Arraez is refining his defense and picking up positioning tips from the man who also taught Scutaro as a young infielder with the Oakland A’s. Giants infield coach Ron Washington hasn’t missed a day of early work all spring. Neither has Arraez, who is attacking his work in camp like a rookie with something to prove. Giants manager Tony Vitello means no disrespect when he gushes about the “walk-on” energy that Arraez is bringing to the ballpark every day.
Luis Arraez is receiving fielding tips from Ron Washington, who worked with Marco Scutaro in Oakland. (Ross D. Franklin / Associated Press)
“I love him,” said Scutaro, who lives in the Miami area and often watches the Marlins on TV. “I saw him play in 2023 almost every day, and defensively, he’s way better than what people think. I don’t see any reason why he can’t play every day. Of all the things I really admire about him, the biggest is that he battles every at-bat. He doesn’t throw at-bats away. Watch his career. To do what he does in today’s game with people throwing 100, throwing any pitch in any count? It’s amazing.”
It’s even more amazing when you realize that Arraez couldn’t see straight most of last season. He was carted off the field and hospitalized with a concussion on April 20 in Houston after colliding at first base with Astros infielder Mauricio Dubón, then missed the Padres’ next six games. He didn’t say a word about any lingering symptoms after returning, and based on his performance, there was no reason to think he was anything but fully recovered. The .317 career hitter didn’t win another batting title, finishing with a .292 average, but he ended the year with 675 plate appearances and just 21 strikeouts, only two of which were called. It was the lowest strikeout rate by a qualified major leaguer since Hall of Famer Tony Gwynn in 1995.
All the while, he struggled to clear out the cobwebs. He said his vision didn’t clear up until December.
“I got a lot of dizziness,” Arraez said. “I feel great now, thanks to God.
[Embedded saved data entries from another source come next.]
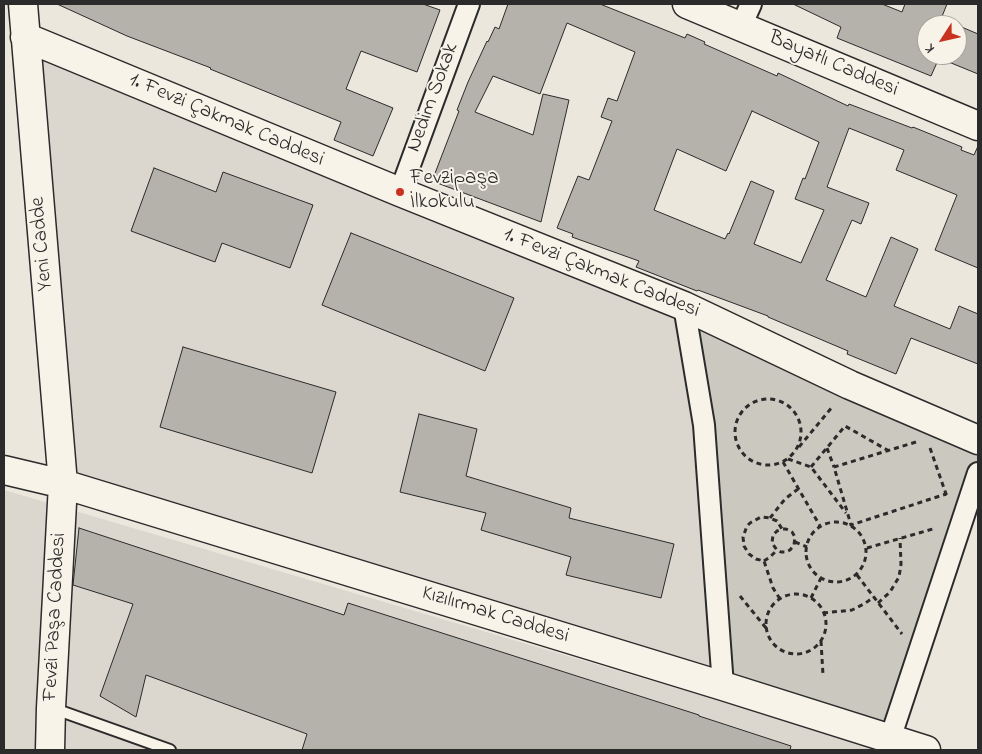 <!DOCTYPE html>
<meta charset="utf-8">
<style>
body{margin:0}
#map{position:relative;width:982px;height:754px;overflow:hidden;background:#ebe7dd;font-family:"Indie Flower",sans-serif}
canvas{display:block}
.frame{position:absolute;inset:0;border:5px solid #2b2b2b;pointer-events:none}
.north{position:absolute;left:917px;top:15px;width:50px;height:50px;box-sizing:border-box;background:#f7f3e8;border:1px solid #a5a39c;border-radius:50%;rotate:235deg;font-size:14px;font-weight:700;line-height:20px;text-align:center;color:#2b2b2b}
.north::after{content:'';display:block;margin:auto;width:18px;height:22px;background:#c8321e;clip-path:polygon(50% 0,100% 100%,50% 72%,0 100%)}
</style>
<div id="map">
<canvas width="982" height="754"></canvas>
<div class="frame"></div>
<div class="north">K</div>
</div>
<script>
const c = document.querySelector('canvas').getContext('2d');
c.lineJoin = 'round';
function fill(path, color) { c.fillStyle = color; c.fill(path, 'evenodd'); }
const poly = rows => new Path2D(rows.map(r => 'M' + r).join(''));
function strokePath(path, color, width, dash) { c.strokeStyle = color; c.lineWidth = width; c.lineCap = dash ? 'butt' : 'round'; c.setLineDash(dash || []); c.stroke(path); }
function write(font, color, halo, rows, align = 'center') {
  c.font = font + ' "Indie Flower",sans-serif'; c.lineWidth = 4; c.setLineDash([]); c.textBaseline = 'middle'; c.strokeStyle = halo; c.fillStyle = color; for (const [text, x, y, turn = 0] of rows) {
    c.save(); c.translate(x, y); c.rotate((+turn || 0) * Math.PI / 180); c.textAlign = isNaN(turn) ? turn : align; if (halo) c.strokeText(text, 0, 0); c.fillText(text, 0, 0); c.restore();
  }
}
const built = poly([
 [25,37,684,306,723,686,63,484],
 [4,490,734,705,875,750,4,750]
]);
const green = poly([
 [684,306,978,440,978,473,890,739,723,686]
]);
const building = poly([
 [57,4,423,4,440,10,417,72,361,51,346,89,393,108,373,156,334,140,341,122,210,69,211,68,127,36,57,4],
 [508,4,600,4,685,38,687,34,705,42,704,44,777,76,778,73,848,106,849,104,912,128,913,127,962,147,961,150,974,155,978,146,978,268,935,250,957,195,896,170,904,150,849,128,827,187,869,203,861,224,852,220,826,280,866,297,891,237,918,249,894,306,950,329,959,306,978,314,978,364,911,338,896,374,847,354,848,351,768,317,768,316,698,290,697,291,636,267,639,261,572,237,573,234,557,228,578,176,589,180,612,121,601,117,608,98,617,101,635,52,567,23,540,94,493,76,475,112,533,135,543,94,569,100,541,222,432,181,459,111,457,110,468,82,487,41,488,42,495,27,499,29,508,4],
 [752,111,819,142,805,179,803,178,795,199,824,210,801,263,754,244,774,191,751,181,729,234,728,233,725,239,654,210,677,149,726,171,752,111],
 [793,4,882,4,902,12,905,4,947,4,941,19,956,25,927,25,927,55,957,55,957,25,978,34,978,74,939,58,931,76,837,38,841,27,793,4],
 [154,168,216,192,223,172,313,205,290,268,222,243,215,262,131,231,154,168],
 [351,233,514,298,485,371,322,305,351,233],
 [183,347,336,392,312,473,160,427,183,347],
 [419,414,477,429,466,476,571,508,569,518,674,544,661,598,566,575,571,557,481,530,486,513,400,492,419,414],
 [79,528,344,615,348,603,699,715,699,716,791,746,790,750,302,750,307,734,146,675,136,717,100,696,133,604,73,585,79,528]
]);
const path = poly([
 '735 432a33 33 0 1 1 66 0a33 33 0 1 1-66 0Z',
 [916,442,834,467,851,525,946,494,947,495],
 [799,447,833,406],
 [827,448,834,467],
 [930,448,946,494],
 [788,459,811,467,846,513],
 [783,462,820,526],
 [811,467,845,426,889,451],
 [770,518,785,499,798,489],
 '806 552a30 30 0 1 1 60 0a30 30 0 1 1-60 0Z',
 [795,542,807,547],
 [867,548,936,528],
 [764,561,770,557,777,550],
 [857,575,902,634],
 '766 624a30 30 0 1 1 60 0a30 30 0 1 1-60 0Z',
 [740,596,766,628],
 [811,598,821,578],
 [780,599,773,588,764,561,756,559,749,554,744,546,743,537,747,526,750,523,761,517,770,518,777,521,782,529,777,531,773,535,772,543,777,550,781,552,786,552,790,550,794,545,795,537,792,532,786,529,782,529],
 [878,603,890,592,899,577,901,564,900,538],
 [823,613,852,610,864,604,874,597],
 [821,641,823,675]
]);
const lane = poly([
 [52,708,170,750]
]);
const street = poly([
 [741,26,751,4],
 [400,192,469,4],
 [684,306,704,425,723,686],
 [890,739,978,473]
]);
const secondary = poly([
 [23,4,63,484,51,708,50,750],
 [687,4,978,126],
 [25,37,400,192,684,306,850,385,978,440],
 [4,470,63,484,723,686,926,750]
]);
const markers = [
 [400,192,5,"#c8321e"]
];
const streetNames = [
 ["Bayatlı Caddesi",833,65,23],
 ["Nedim Sokak",434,98,-70],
 ["1. Fevzi Çakmak Caddesi",226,121,23],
 ["Yeni Cadde",43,244,-95],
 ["1. Fevzi Çakmak Caddesi",601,274,22],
 ["Kızılırmak Caddesi",495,616,17],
 ["Fevzi Paşa Caddesi",56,617,-87]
];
const poiNames = [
 ["Fevzipaşa",410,180],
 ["İlkokulu",410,204]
];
fill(built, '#dbd7ce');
fill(green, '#cbc8bf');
fill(building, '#b5b2ab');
strokePath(building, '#2b2b2b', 1);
strokePath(lane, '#2b2b2b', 14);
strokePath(street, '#2b2b2b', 24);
strokePath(secondary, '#2b2b2b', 31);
strokePath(path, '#2b2b2b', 3, [5, 4]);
strokePath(lane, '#f7f3e8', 10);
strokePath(street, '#f7f3e8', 20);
strokePath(secondary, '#f7f3e8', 28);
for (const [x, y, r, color] of markers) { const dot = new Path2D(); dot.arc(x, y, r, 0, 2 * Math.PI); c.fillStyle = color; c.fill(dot); strokePath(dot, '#f7f3e8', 2); }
write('21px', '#2b2b2b', '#f7f3e8', streetNames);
write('21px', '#2b2b2b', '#f7f3e8', poiNames, 'left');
</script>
It’s not easy. You want to feel good. As soon as I go to hit and I see something move, I say, ‘OK, I’m dizzy.’”
With clear vision and perhaps a bit more batted-ball luck, Arraez appears primed to chase a fourth batting title this season, a feat that just 14 players (12 of whom are in the Hall of Fame) have accomplished in major-league history. Arraez also would tie Cabrera for the most batting titles by a hitter from Venezuela.
Scutaro said he would be the first to cheer the accomplishment.
“We both stay short and let the ball get deep, but I mean, c’mon,” Scutaro said. “He’s way ahead of me. Way, way ahead of me. He’s way better. It took me a long time to figure it out, and he’s been good for a while. He’s got more natural ability. He recognizes pitches so fast.”
“I think you need guys like that in a lineup. He makes everyone better. He takes long at-bats. He lets you see pitches. He has a lot of value if you want to build a winning team. If you put him leadoff, in the 4-hole, he won’t change anything. He’ll just do the same thing.”
That’s the approach that worked for Scutaro. Even in the 10th inning of a clinching World Series game.
“I can already see that .330,” Scutaro said.
Scutaro’s nickname in Venezuela, El Pulpo, came from a broadcaster who liked his intelligent style of play and considered the octopus one of the world’s most intelligent creatures. Arraez’s nickname, La Regadera, was coined by his sister, Normelis, to describe the way her brother seemingly deposited baseballs off every blade of outfield grass. Arraez wore the name on the back of his jersey during players’ weekend over the past few seasons. It’s the Spanish term for a watering can or sprinkler.
When it rains, sometimes all you can do is embrace it.